Halde Haniel erstrahlt in bunten Farben: Rückkehr der Totems von Agustin Ibarrola
In Bottrop, einer Stadt im Herzen des Ruhrgebiets, wird es bunt – und zwar auf der Halde Haniel! Die Bauarbeiten sind in vollem Gange, und am vergangenen Mittwoch wurden die letzten bunten Stelen des Künstlers Agustin Ibarrola wieder aufgestellt. Ursprünglich war der Wiederaufbau für den Herbst geplant, aber die Vorfreude auf die farbenfrohen Totems war einfach zu groß, um noch länger zu warten. Der Regionalverband Ruhr (RVR) hat die Rückkehr der Stelen mit Freude bekannt gegeben. Ein echtes Highlight, das die Region wieder erstrahlen lässt!
Diese farbenfrohen Kunstwerke, die mehr als 100 farbig gestaltete Eisenbahnschwellen umfassen, sind seit 2002 Teil des Landschaftsbildes in Bottrop. Die Rückkehr der Totems kam nicht von ungefähr.

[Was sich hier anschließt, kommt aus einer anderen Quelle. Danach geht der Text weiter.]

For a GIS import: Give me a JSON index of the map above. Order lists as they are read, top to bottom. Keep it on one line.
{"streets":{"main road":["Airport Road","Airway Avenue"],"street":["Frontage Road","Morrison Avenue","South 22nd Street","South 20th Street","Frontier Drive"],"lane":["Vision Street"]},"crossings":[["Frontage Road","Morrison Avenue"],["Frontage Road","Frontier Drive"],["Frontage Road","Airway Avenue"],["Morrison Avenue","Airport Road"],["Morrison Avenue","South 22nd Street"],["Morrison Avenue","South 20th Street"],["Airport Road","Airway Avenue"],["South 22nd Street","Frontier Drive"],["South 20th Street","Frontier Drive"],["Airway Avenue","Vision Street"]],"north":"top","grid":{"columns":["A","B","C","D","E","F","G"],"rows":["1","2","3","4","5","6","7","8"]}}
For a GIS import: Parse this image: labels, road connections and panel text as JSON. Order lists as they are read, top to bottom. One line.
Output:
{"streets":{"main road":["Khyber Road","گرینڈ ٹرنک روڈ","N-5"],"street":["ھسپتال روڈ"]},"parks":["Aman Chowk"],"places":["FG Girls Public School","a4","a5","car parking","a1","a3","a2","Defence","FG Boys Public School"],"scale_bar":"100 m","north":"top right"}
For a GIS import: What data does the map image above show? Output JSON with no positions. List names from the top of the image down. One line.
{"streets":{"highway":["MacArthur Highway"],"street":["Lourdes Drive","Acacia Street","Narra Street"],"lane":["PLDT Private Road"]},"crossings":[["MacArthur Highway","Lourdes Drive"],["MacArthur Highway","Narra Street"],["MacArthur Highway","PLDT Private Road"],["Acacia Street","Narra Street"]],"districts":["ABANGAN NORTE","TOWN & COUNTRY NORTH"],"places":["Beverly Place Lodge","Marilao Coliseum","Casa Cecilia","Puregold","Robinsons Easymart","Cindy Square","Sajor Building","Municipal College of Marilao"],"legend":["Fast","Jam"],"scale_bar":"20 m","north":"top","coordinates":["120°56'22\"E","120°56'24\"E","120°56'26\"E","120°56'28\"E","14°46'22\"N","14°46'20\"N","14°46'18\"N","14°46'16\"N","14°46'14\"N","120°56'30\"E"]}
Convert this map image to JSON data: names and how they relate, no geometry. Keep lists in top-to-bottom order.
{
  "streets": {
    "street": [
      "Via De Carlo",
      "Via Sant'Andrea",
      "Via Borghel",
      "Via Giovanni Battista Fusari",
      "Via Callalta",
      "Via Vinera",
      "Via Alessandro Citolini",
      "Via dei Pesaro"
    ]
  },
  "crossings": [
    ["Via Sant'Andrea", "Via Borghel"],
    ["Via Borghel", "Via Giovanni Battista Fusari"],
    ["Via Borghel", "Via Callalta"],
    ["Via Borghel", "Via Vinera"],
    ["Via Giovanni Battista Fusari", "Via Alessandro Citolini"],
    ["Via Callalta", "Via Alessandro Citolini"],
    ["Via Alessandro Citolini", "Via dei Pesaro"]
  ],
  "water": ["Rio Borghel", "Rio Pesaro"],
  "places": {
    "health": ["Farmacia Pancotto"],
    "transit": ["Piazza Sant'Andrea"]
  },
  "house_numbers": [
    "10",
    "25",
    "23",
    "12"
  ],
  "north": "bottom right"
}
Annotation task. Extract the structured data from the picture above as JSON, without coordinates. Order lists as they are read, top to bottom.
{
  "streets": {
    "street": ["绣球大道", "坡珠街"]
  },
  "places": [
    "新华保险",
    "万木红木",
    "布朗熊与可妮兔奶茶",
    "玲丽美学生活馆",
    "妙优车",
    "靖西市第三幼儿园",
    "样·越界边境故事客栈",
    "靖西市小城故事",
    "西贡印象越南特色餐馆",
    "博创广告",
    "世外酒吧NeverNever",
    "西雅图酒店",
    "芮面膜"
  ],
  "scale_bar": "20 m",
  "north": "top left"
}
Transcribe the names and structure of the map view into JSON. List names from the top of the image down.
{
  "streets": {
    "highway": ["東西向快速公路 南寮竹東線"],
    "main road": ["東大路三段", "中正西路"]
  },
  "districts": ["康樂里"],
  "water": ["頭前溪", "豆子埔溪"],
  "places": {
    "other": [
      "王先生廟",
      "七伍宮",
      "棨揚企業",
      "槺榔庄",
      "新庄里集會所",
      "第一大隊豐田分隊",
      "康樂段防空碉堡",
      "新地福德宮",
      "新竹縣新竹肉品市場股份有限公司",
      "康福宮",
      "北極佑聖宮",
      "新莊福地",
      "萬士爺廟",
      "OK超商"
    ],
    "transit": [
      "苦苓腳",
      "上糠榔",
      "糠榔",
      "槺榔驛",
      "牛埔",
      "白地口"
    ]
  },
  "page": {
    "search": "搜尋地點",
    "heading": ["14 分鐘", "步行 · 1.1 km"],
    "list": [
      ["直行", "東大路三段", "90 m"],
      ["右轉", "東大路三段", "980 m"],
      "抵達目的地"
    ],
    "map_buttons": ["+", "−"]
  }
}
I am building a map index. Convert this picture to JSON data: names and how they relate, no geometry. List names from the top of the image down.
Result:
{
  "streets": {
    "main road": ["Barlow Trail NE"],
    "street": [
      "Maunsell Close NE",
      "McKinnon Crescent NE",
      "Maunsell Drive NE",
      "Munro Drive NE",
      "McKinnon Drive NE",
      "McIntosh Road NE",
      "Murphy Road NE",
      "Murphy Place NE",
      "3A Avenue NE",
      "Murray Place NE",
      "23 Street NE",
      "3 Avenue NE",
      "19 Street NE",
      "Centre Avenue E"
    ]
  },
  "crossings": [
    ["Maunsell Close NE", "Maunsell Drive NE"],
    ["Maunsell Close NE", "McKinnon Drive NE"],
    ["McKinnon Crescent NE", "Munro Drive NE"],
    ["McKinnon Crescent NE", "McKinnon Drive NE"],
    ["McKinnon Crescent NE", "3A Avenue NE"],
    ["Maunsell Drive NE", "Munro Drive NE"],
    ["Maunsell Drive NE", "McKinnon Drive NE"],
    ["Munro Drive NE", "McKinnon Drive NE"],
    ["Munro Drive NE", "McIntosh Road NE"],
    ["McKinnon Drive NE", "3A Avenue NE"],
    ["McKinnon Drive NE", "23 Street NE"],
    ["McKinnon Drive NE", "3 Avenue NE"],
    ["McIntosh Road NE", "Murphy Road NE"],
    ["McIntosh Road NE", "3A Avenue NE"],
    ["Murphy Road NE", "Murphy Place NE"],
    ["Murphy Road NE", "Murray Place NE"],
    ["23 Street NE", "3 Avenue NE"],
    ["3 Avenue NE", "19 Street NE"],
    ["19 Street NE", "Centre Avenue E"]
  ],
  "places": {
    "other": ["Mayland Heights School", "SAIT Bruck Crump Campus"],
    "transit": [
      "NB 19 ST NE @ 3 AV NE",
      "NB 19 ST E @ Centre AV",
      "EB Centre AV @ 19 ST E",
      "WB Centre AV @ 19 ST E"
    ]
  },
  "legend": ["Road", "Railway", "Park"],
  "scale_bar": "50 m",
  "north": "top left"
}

Ein Team aus Helfern, Fachfirmen und Projektpartnern war an der Aufstellung beteiligt, während der Bottroper Künstler Guido Hofmann die Arbeiten begleitete. Er ist nicht nur ein ehemaliger Schüler von Ibarrola, sondern auch ein langjähriger Wegbegleiter. Und das Ganze hat auch ordentlich Geld gekostet – rund 21.000 Euro flossen in den Wiederaufbau, finanziert durch den RVR aus Eigenmitteln.
Sanierung der Halde Haniel
Die Sanierung der Halde Haniel, die von der RAG durchgeführt wird, soll bis September 2026 abgeschlossen sein. Ziel dieser umfassenden Maßnahmen ist es, Erosion vorzubeugen und die Entwässerung zu verbessern. Die Arbeiten zielen darauf ab, die Attraktivität und Sicherheit für Gäste zu erhöhen. Spannend wird es vor allem für Wanderer und Mountainbiker: Einige Routen sind vorübergehend eingeschränkt, insbesondere der Arbeitsbereich am Haldenkopf, der bis Ende Mai 2026 vollständig gesperrt ist.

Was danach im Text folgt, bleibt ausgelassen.